● **TRY IT**: Write only the number of lines in the data that include the word "white".

(Dataset entries)
=== Section Start ===
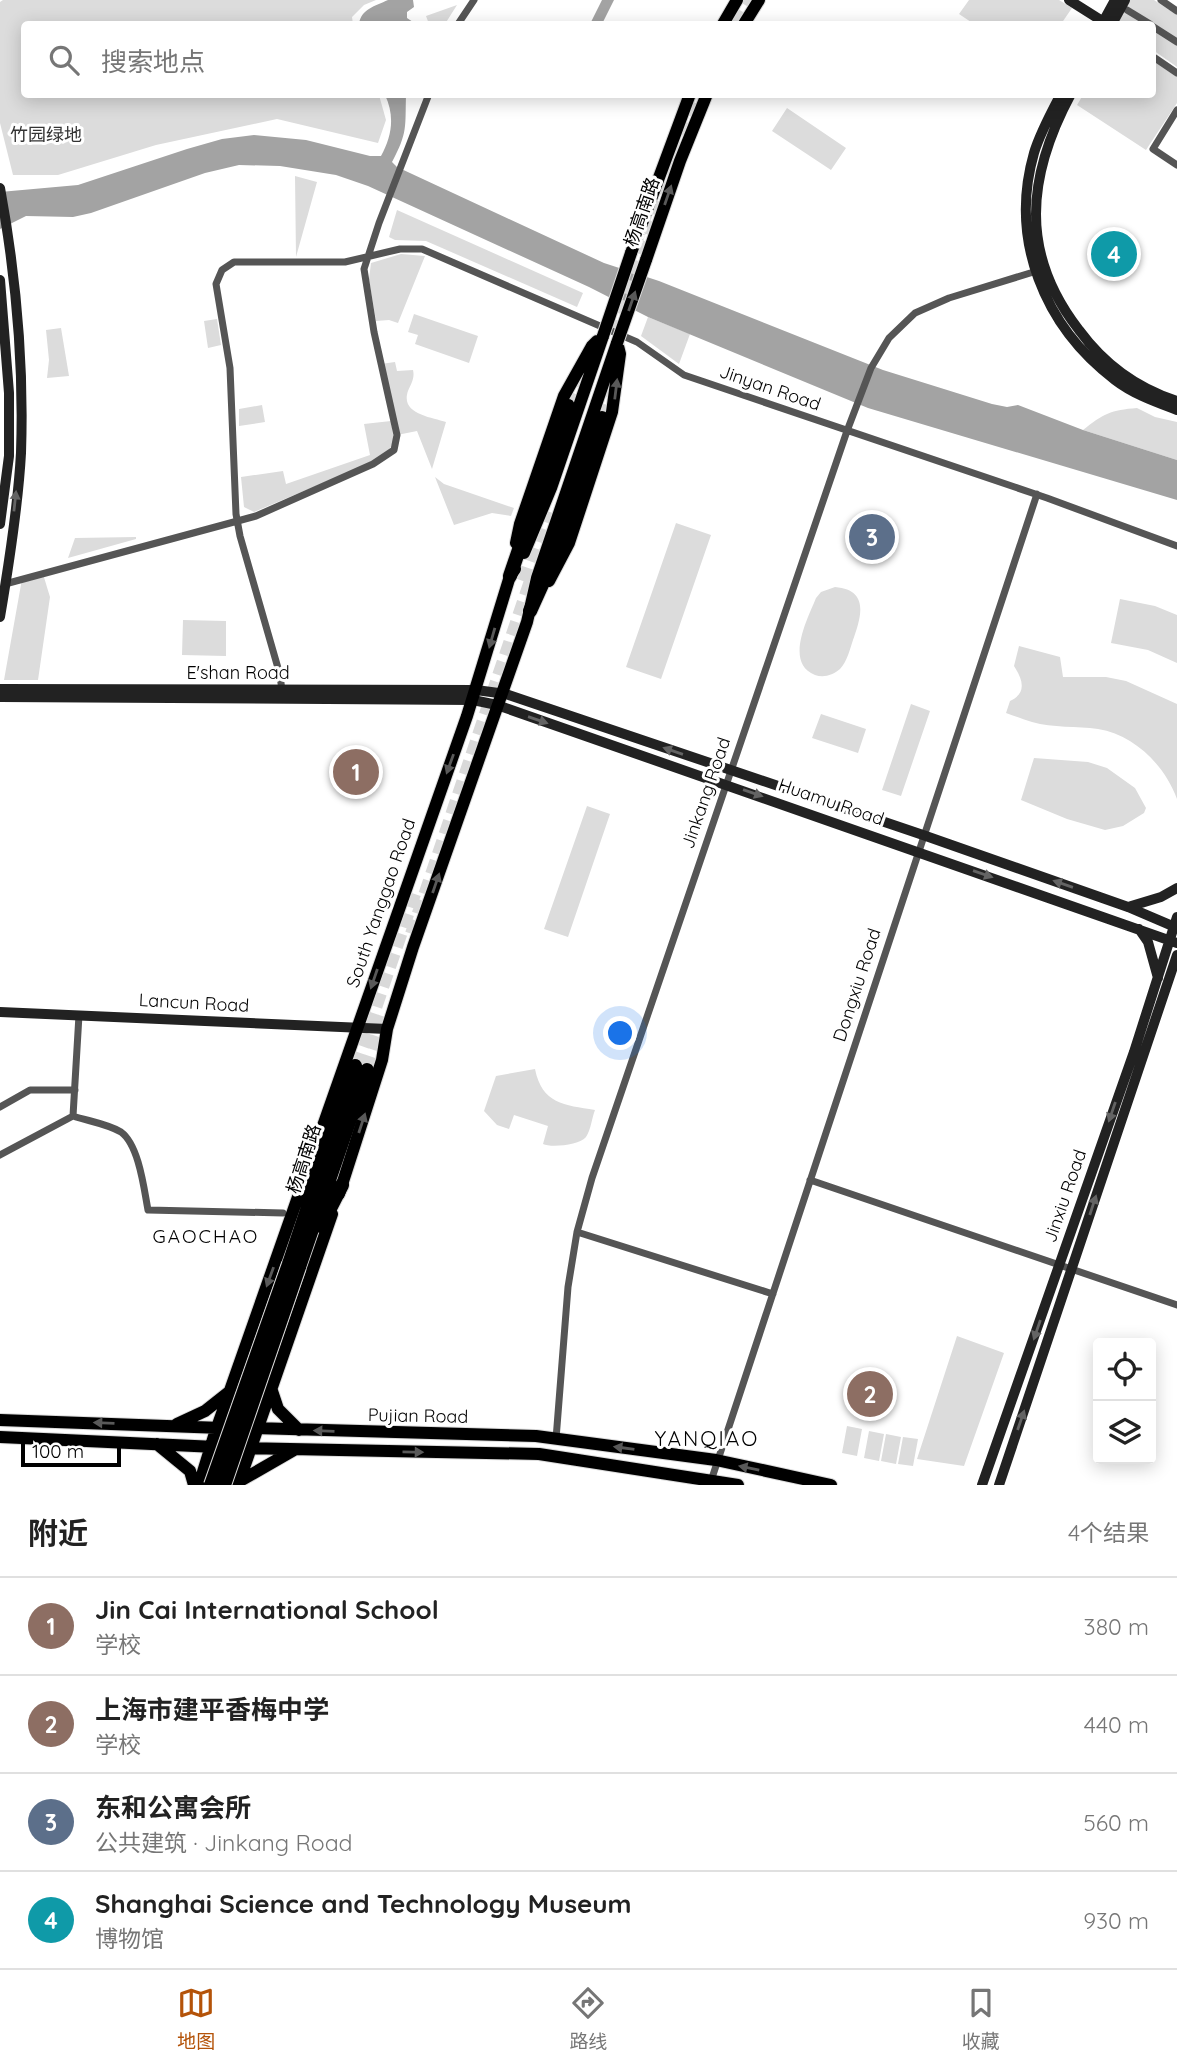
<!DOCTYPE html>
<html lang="zh">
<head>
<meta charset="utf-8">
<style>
  :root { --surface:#fff; --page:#f2f2f2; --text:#222; --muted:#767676; --line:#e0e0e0; --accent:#b45309 }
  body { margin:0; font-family:Quicksand,"Noto Sans SC",sans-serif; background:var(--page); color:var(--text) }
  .controls { position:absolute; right:21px; bottom:21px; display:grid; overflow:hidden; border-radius:7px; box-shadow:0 4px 18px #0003 }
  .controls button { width:63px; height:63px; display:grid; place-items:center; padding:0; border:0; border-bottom:2px solid var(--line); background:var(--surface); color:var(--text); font:35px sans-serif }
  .scale { position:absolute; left:21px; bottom:18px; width:100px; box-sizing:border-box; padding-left:7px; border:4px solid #000; border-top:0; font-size:19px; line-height:24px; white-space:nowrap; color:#000; -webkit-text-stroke:5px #fff; paint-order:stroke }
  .you { position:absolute; left:621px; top:1034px; width:24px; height:24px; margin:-18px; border:5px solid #fff; border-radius:50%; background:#1a73e8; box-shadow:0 0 0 10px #1a73e833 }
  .badge { display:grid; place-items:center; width:46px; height:46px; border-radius:50%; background:var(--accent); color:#fff; font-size:23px; font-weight:700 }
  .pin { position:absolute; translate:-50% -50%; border:4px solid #fff; box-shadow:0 2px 7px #0006 }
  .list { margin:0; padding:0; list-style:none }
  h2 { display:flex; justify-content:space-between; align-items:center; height:91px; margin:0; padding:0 28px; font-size:30px }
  h2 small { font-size:23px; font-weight:400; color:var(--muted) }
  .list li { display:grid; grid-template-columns:46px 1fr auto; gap:21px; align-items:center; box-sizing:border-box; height:98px; padding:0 28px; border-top:2px solid var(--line) }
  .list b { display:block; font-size:26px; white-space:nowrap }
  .list p { margin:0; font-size:23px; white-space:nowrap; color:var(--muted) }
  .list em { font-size:23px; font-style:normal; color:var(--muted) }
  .icon { flex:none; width:38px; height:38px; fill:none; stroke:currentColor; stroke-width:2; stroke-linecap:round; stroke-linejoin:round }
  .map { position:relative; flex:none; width:1177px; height:1485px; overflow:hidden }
  .search { position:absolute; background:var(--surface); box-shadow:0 4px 18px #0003; left:21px; right:21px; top:21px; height:77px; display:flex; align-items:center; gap:18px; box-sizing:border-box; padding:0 24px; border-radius:7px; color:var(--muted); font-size:26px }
  .sheet { height:483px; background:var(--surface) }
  nav { display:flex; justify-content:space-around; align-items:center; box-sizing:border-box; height:98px; border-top:2px solid var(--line); background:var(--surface); font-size:19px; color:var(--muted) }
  nav a { display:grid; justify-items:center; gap:4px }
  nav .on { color:var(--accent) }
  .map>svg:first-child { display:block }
  .green { fill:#dcdcdc }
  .water { fill:#a3a3a3 }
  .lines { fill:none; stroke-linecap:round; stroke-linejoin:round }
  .highway-tunnel { stroke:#d9d9d9; stroke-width:14; stroke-dasharray:14 7; stroke-linecap:butt }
  .primary-casing { stroke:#dbdbdb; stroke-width:14 }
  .highway-casing { stroke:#dbdbdb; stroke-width:16 }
  .street { stroke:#555; stroke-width:7 }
  .secondary { stroke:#222; stroke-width:10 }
  .primary { stroke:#000; stroke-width:12 }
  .highway { stroke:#000; stroke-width:14 }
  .primary-bridge-casing { stroke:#dbdbdb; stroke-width:14; stroke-linecap:butt }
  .highway-bridge-casing { stroke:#dbdbdb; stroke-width:16; stroke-linecap:butt }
  .primary-bridge { stroke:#000; stroke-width:12 }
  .highway-bridge { stroke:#000; stroke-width:14 }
  .oneway { fill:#595959 }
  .oneway2 { fill:#646464 }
  .labels { text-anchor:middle; stroke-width:6; stroke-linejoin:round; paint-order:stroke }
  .park-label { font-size:18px; fill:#333; stroke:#fff }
  .street-label { font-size:18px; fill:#000; stroke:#fff }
  .neighbourhood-label { font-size:19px; letter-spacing:2px; fill:#000; stroke:#fff }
  .quarter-label { font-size:21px; letter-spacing:2px; fill:#000; stroke:#fff }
</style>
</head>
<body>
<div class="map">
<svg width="1177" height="1485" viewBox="0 0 1177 1485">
  <rect width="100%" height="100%" fill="#fff"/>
  <path class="green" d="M3,0h373l-12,5 -12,12 1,7h-329v70l355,1 7,25 -8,23 -101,-24 -121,26 -98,30h-45l-13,-52v-121z
    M969,0h90l13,8 -11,16h-87l-15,-10z
    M1129,0h25l23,15v52l-24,-17 -1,-26h-36z
    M457,5l-12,19h-16l-3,-8z
    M1153,61l24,16v26l-31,47 -69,-45 6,-10 69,-1z
    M787,108l59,40 -15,22 -59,-39z
    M295,176l22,6 -21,75z
    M397,210l186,83 -6,14 -151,-66 -31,-1 -6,-3z
    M401,254l24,2 -27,67 -9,-3 -13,1 -7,-42 2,-16z
    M414,314l64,22 -9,27 -54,-19 3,-9 -10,-3z
    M648,317l42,17 -11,30 -38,-28z
    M217,319l4,26 -13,3 -4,-27z
    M61,328l8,48 -22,2 2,-18 -3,-30z
    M395,362l2,9 16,-1c2,8 -2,14 -5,21 -8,23 23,26 38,31l-14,47 -15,-38 -20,4 -16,-71z
    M262,405l3,17 -26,4v-17z
    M1137,408l18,9 22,5v38l-94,-30c20,-16 28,-20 54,-22z
    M391,421l3,20 -6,11 -25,14 -109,46 -10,-5 -3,-30 42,-6 3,13 84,-29 -6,-31z
    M435,477l9,7 70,24 -3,8 -19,-3 -38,12z
    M676,523l35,12 -50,144 -35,-12z
    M136,537v2l-68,19 7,-20z
    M43,574l7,23 -12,83h-34l18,-101z
    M835,587c35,3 26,30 18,53 -3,9 -6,22 -13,29 -7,6 -16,9 -25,6 -31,-12 -7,-57 1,-77l5,-6z
    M1120,599l35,7 22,9v48l-29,-13 -37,-7z
    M183,620l43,1v35l-44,-1z
    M1019,646l41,11 3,20h43l20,4 51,23v95c-12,-33 -42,-64 -79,-70 -21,-3 -45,-1 -66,-7 -8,-2 -17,-6 -26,-9l4,-12c17,-8 13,-21 4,-35z
    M911,704l19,7 -29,85 -19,-6z
    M821,714l45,15 -8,24 -46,-15z
    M1034,758l54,4 19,6 28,20 11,20 -2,5 -21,13 -18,4 -38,-11 -46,-19z
    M587,806l23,8 -42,123 -24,-8z
    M535,1069c7,35 29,36 60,41 -3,7 -4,20 -9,27 -6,8 -35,11 -43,7l5,-18 -34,-11 -5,14 -12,-4 -13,-14 12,-35z
    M957,1336l47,17 -40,113 -47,-7z
    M847,1426l15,3 -5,27 -15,-3z
    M869,1431l15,3 -5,27 -15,-3z
    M886,1434l15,3 -5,27 -15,-3z
    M903,1437l15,2 -5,27 -15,-2z"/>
  <path class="water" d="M388,0h25l1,7 -7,5v6l9,6h-57c2,-15 16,-18 29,-24z
    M602,0h12l-12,24h-12z
    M385,95h21c-1,32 2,37 -14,67l5,5 207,96 55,18 224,89 109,34 15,3 11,-2 65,25 94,30v40l-309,-92 -220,-91 -59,-30 -221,-101 -32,-11 -56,-9 -41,-1 -34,8 -114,40 -18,4 -47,-1 -26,13v-37l78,-7 109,-36 35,-10 32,-4 52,5 64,16h11c11,-20 14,-40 4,-61z"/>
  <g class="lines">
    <path class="highway-tunnel" d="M736,24l14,-24
      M614,334l58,-174 28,-66
      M568,406l19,-33
      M602,418l5,-38
      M523,581l24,-70
      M412,934l122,-362
      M355,1066l60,-175
      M367,1070l18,-53"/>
    <g class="primary-casing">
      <path id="primary" d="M723,24l14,-24
        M744,24l15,-24
        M631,253l59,-159
        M646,260l34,-99 27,-67
        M516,543l4,-19 44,-128 28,-50 5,-5
        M524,553l27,-65 52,-152
        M549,581l20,-38 43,-131 8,-58 -2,-8
        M339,1194l43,-134 5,-31 26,-82 114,-325 10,-44 80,-235
        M271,1388l7,21 21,21
        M0,1420l222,8
        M177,1424l28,-13 24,-19
        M251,1428l285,8 180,24 115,25
        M0,1437l216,10
        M157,1444l33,27 4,14
        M245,1448l294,6 199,31
        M240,1481l54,-31
        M199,1485l15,-49 253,-720 43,-140 5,-7
        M238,1485l94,-271"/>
    </g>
    <g class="highway-casing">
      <path id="highway" d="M510,576l58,-170
        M530,611l19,-42 53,-151
        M302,1201l6,-31
        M321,1226l21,-41
        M289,1264l66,-198
        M299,1267l68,-197"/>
    </g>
    <path class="street" d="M1161,0l16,11
      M1127,10l23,14
      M458,24l16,-24
      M1152,26l25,16
      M1152,56l25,17
      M1177,110l-24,39 24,16
      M5,584l251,-68 117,-52 21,-14 3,-15 -23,-103 -10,-63 15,-46 50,-129
      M282,691l-2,-16 -40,-139 -4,-22 -6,-146 -14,-84 6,-14 12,-8h111l55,-13h22l215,93 47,33 363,123 130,48
      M0,1107l30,-17h45
      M73,1116l6,-101
      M0,1155l73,-39c15,5 35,8 48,16 18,13 23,57 27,78l135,3
      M810,1180l367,125
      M773,1294l-196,-62 15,-54 255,-747 24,-63 18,-30 26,-25 34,-15 91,-28
      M556,1439l12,-152 9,-55
      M710,1484l327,-990"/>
    <path class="secondary" d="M1069,0l38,24
      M1102,24l13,-24
      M1112,24l13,-24
      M1061,94c-10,19 -21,39 -27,59 -25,87 10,173 81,227 18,14 41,22 62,30
      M1071,94c-44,82 -52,159 8,236 25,34 57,58 98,71
      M0,188c16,87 24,177 21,265 -3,55 -12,111 -21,164
      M0,280l9,113v63l-9,68
      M0,689l476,1 30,4 417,141 205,72 49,21
      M0,697l473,3 24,5 680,238
      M1128,907l33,-10 16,-9
      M1139,929l9,13 10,36
      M0,1012l387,17
      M982,1485l152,-433 43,-135
      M999,1485l178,-530"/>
    <use href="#primary" class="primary"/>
    <use href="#highway" class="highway"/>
    <g class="primary-bridge-casing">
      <path id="primary-bridge" d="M603,336l28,-83
        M617,343l29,-83"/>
    </g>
    <g class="highway-bridge-casing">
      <path id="highway-bridge" d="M211,1485l78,-221
        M224,1485l75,-218"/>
    </g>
    <use href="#primary-bridge" class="primary-bridge"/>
    <use href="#highway-bridge" class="highway-bridge"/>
  </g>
  <defs><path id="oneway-solid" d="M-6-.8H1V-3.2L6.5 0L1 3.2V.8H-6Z" transform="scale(1.75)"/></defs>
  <g class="oneway">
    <use href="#oneway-solid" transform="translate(668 195) rotate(-71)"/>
    <use href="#oneway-solid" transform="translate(632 301) rotate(-71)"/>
    <use href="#oneway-solid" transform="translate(616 389) rotate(-83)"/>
    <use href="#oneway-solid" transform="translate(492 638) rotate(106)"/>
    <use href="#oneway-solid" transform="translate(450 764) rotate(110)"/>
    <use href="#oneway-solid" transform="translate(436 883) rotate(-71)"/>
    <use href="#oneway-solid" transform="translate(374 979) rotate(109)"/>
    <use href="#oneway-solid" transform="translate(362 1123) rotate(-72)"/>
    <use href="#oneway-solid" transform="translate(270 1277) rotate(110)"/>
    <use href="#oneway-solid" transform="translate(104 1423) rotate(-178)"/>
    <use href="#oneway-solid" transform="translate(324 1431) rotate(-178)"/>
    <use href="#oneway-solid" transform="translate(624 1448) rotate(-172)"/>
    <use href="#oneway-solid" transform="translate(413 1452) rotate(1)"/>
    <use href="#oneway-solid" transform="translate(749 1468) rotate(-168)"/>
  </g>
  <g class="oneway2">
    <use href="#oneway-solid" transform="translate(15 501) rotate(-84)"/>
    <use href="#oneway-solid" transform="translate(538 720) rotate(19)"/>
    <use href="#oneway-solid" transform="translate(673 751) rotate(-161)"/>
    <use href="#oneway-solid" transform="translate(753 793) rotate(19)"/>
    <use href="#oneway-solid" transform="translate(983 874) rotate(19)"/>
    <use href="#oneway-solid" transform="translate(1063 884) rotate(-161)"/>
    <use href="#oneway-solid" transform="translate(1112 1112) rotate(109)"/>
    <use href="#oneway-solid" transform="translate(1093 1205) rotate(-72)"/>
    <use href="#oneway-solid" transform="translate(1037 1330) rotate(109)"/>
    <use href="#oneway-solid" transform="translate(1021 1420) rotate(-71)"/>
  </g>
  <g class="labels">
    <g class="park-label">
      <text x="46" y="141">竹园绿地</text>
    </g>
    <g class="street-label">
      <text transform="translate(642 212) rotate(-71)" y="6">杨高南路</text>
      <text transform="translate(770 388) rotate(19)" y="6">Jinyan Road</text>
      <text x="238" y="679">E'shan Road</text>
      <text transform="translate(706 793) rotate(-71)" y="6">Jinkang Road</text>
      <text transform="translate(831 802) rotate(19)" y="6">Huamu Road</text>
      <text transform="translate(381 903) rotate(-71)" y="6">South Yanggao Road</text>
      <text transform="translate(857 985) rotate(-72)" y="6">Dongxiu Road</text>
      <text transform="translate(194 1003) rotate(3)" y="6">Lancun Road</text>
      <text transform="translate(304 1159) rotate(-72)" y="6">杨高南路</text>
      <text transform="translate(1065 1196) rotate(-71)" y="6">Jinxiu Road</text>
      <text transform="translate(418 1416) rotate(1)" y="6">Pujian Road</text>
    </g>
    <g class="neighbourhood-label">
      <text x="206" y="1243">GAOCHAO</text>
    </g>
    <g class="quarter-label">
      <text x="707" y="1446">YANQIAO</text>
    </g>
  </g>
</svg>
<div class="controls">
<button><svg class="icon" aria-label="locate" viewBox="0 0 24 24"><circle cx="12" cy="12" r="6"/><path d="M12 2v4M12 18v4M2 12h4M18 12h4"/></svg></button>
<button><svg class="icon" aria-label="layers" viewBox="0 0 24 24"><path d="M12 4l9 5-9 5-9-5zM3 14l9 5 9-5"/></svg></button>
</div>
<div class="scale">100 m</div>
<div class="you"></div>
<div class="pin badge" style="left:356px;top:772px;background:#8d6e63">1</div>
<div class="pin badge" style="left:870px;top:1394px;background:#8d6e63">2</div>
<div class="pin badge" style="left:872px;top:537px;background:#5c6f8a">3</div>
<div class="pin badge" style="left:1114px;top:254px;background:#0f9aa8">4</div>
<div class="search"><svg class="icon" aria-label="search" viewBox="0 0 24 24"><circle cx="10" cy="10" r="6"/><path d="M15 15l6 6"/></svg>搜索地点</div>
</div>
<section class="sheet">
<h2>附近<small>4个结果</small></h2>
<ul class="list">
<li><span class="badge" style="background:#8d6e63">1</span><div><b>Jin Cai International School</b><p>学校</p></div><em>380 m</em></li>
<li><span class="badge" style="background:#8d6e63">2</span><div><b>上海市建平香梅中学</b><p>学校</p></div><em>440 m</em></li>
<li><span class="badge" style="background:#5c6f8a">3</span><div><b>东和公寓会所</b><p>公共建筑 · Jinkang Road</p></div><em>560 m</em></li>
<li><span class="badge" style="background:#0f9aa8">4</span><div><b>Shanghai Science and Technology Museum</b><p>博物馆</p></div><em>930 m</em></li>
</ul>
</section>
<nav>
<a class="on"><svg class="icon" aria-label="map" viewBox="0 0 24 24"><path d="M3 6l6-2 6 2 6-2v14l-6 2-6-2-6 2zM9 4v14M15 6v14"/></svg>地图</a>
<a><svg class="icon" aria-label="directions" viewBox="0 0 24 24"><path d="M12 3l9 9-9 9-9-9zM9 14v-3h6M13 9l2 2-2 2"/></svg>路线</a>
<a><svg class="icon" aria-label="saved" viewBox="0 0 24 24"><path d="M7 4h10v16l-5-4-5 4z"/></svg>收藏</a>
</nav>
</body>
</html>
=== Section End ===
● **EXERCISE OUTPUT**: 3